Professor Dana further remarks: "Over interior oceanic basins as well as off a coast in quiet depths, fifteen or twenty fathoms and beyond, the deposits are mostly of fine silt, fitted for making fine argillaceous rocks, as shales or slates. When, however, the depth of the ocean falls off below a hundred fathoms, the deposition of silt in our existing oceans mostly ceases, unless in the case of a great bank along the border of a continent."
[95] From the same data Professor Haughton estimates a minimum of 200 million years for the duration of geological time; but he arrives at this conclusion by supposing the products of denudation to be uniformly spread over the whole sea-bottom instead of over a narrow belt near the coasts, a supposition entirely opposed to all the known facts, and which had been shown by Dr. Croll, five years previously, to be altogether erroneous. (See Nature, Vol. XVIII., p. 268, where Professor Haughton's paper is given as read before the Royal Society.)

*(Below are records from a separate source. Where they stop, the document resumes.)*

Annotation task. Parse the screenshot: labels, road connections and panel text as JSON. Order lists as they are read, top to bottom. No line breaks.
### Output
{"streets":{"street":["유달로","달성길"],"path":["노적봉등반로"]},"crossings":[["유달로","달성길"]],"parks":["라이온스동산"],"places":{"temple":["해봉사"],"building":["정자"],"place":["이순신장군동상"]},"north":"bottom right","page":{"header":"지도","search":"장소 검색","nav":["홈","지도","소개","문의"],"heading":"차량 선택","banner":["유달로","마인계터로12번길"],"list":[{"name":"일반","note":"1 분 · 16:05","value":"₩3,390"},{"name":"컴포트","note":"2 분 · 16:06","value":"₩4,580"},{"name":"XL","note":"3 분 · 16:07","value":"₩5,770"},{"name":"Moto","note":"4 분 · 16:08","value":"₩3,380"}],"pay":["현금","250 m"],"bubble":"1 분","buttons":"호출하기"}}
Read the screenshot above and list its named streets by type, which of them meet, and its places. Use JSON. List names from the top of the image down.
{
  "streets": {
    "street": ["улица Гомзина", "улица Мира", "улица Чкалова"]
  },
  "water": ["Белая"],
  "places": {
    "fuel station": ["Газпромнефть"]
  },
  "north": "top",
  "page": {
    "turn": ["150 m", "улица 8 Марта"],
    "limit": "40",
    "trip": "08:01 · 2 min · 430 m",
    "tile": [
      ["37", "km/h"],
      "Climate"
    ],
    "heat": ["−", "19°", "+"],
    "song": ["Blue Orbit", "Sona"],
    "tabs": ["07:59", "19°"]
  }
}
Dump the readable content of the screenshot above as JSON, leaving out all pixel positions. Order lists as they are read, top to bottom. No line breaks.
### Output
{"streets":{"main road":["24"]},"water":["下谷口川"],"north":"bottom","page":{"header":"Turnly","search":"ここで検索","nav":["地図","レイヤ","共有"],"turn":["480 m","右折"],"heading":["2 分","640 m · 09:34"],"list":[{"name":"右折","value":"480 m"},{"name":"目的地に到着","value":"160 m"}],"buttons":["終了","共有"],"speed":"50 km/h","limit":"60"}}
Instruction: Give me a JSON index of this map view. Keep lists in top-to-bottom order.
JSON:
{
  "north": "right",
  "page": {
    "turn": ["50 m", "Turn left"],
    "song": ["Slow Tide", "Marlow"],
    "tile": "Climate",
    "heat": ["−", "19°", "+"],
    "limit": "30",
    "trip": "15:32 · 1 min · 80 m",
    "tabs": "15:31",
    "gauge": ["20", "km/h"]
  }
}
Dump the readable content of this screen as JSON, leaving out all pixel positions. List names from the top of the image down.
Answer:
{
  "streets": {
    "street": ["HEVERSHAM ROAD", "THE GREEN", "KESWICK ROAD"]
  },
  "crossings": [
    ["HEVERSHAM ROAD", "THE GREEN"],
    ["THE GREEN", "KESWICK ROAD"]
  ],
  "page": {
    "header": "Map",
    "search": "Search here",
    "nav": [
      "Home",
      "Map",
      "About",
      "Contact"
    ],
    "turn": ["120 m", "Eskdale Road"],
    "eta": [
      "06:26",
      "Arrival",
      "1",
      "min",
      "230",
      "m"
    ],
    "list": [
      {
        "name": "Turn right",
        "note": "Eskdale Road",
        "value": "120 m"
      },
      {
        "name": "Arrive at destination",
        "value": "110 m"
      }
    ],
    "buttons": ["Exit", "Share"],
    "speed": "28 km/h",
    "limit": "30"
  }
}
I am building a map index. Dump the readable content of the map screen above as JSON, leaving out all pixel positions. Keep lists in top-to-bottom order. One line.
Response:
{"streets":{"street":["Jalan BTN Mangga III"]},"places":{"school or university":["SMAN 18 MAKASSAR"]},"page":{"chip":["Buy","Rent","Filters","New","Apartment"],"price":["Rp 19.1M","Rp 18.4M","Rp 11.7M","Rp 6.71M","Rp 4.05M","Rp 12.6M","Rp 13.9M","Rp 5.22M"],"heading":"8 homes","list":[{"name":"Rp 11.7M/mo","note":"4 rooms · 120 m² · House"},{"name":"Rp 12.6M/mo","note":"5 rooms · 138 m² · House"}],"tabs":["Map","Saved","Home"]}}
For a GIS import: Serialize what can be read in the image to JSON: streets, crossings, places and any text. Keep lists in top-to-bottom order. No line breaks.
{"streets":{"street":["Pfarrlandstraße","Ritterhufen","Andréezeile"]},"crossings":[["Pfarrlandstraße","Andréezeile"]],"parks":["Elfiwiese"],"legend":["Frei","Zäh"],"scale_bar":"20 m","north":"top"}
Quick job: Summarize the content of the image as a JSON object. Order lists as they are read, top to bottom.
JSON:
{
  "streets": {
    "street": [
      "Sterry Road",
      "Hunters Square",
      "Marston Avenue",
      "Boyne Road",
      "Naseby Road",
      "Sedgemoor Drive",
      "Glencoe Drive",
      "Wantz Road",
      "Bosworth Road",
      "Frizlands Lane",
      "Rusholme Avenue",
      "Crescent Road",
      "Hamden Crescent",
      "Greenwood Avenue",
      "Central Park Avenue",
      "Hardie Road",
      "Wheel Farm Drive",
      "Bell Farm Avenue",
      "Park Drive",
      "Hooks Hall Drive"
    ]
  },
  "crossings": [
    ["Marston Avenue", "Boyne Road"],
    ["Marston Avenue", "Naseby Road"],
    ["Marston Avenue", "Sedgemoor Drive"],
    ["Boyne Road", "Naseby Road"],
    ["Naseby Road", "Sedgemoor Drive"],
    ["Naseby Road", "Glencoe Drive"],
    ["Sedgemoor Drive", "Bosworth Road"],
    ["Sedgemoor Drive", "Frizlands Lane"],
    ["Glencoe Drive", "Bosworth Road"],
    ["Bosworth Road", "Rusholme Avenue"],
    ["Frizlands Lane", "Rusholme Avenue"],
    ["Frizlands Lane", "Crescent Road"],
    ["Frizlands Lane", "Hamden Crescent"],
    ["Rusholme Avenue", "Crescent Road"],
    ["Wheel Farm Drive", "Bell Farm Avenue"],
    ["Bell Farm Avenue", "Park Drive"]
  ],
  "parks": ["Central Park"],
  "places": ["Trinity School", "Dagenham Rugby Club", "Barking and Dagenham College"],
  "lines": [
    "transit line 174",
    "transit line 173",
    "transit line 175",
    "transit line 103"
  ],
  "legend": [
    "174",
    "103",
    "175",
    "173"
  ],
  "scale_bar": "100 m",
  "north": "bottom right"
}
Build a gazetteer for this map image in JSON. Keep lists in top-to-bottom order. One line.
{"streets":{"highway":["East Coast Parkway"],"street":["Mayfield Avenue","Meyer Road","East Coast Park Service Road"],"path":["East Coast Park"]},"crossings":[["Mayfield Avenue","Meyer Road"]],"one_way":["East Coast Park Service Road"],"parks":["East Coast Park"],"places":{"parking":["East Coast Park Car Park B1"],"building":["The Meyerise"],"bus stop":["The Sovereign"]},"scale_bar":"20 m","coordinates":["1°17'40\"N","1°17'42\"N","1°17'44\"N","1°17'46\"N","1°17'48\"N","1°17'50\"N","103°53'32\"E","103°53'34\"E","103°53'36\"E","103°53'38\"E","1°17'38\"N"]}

[96] See Geological Magazine for 1877, p. 1.
[97] In his reply to Sir W. Thomson, Professor Huxley assumed one foot in a thousand years as a not improbable rate of deposition. The above estimate indicates a far higher rate; and this follows from the well-ascertained fact, that the area of deposition is many times smaller than the area of denudation.
[98] Dr. Croll and Sir Archibald Geikie have shown that marine denudation is very small in amount as compared with sub-aërial, since it acts only locally on the edge of the land, whereas the latter acts over every foot of the surface. Mr. W. T. Blanford argues that the difference is still greater in tropical than in temperate latitudes, and arrives at the conclusion that—"If over British India the effects of marine to those of fresh-water denudation in removing the rocks of the country be estimated at 1 to 100, I believe that the result of marine action will be greatly overstated" (Geology and Zoology of Abyssinia, p. 158, note). Now, as our estimate of the rate of sub-aërial denudation cannot pretend to any precise accuracy, we are justified in neglecting marine denudation altogether, especially as we have no method of estimating it for the whole earth with any approach to correctness.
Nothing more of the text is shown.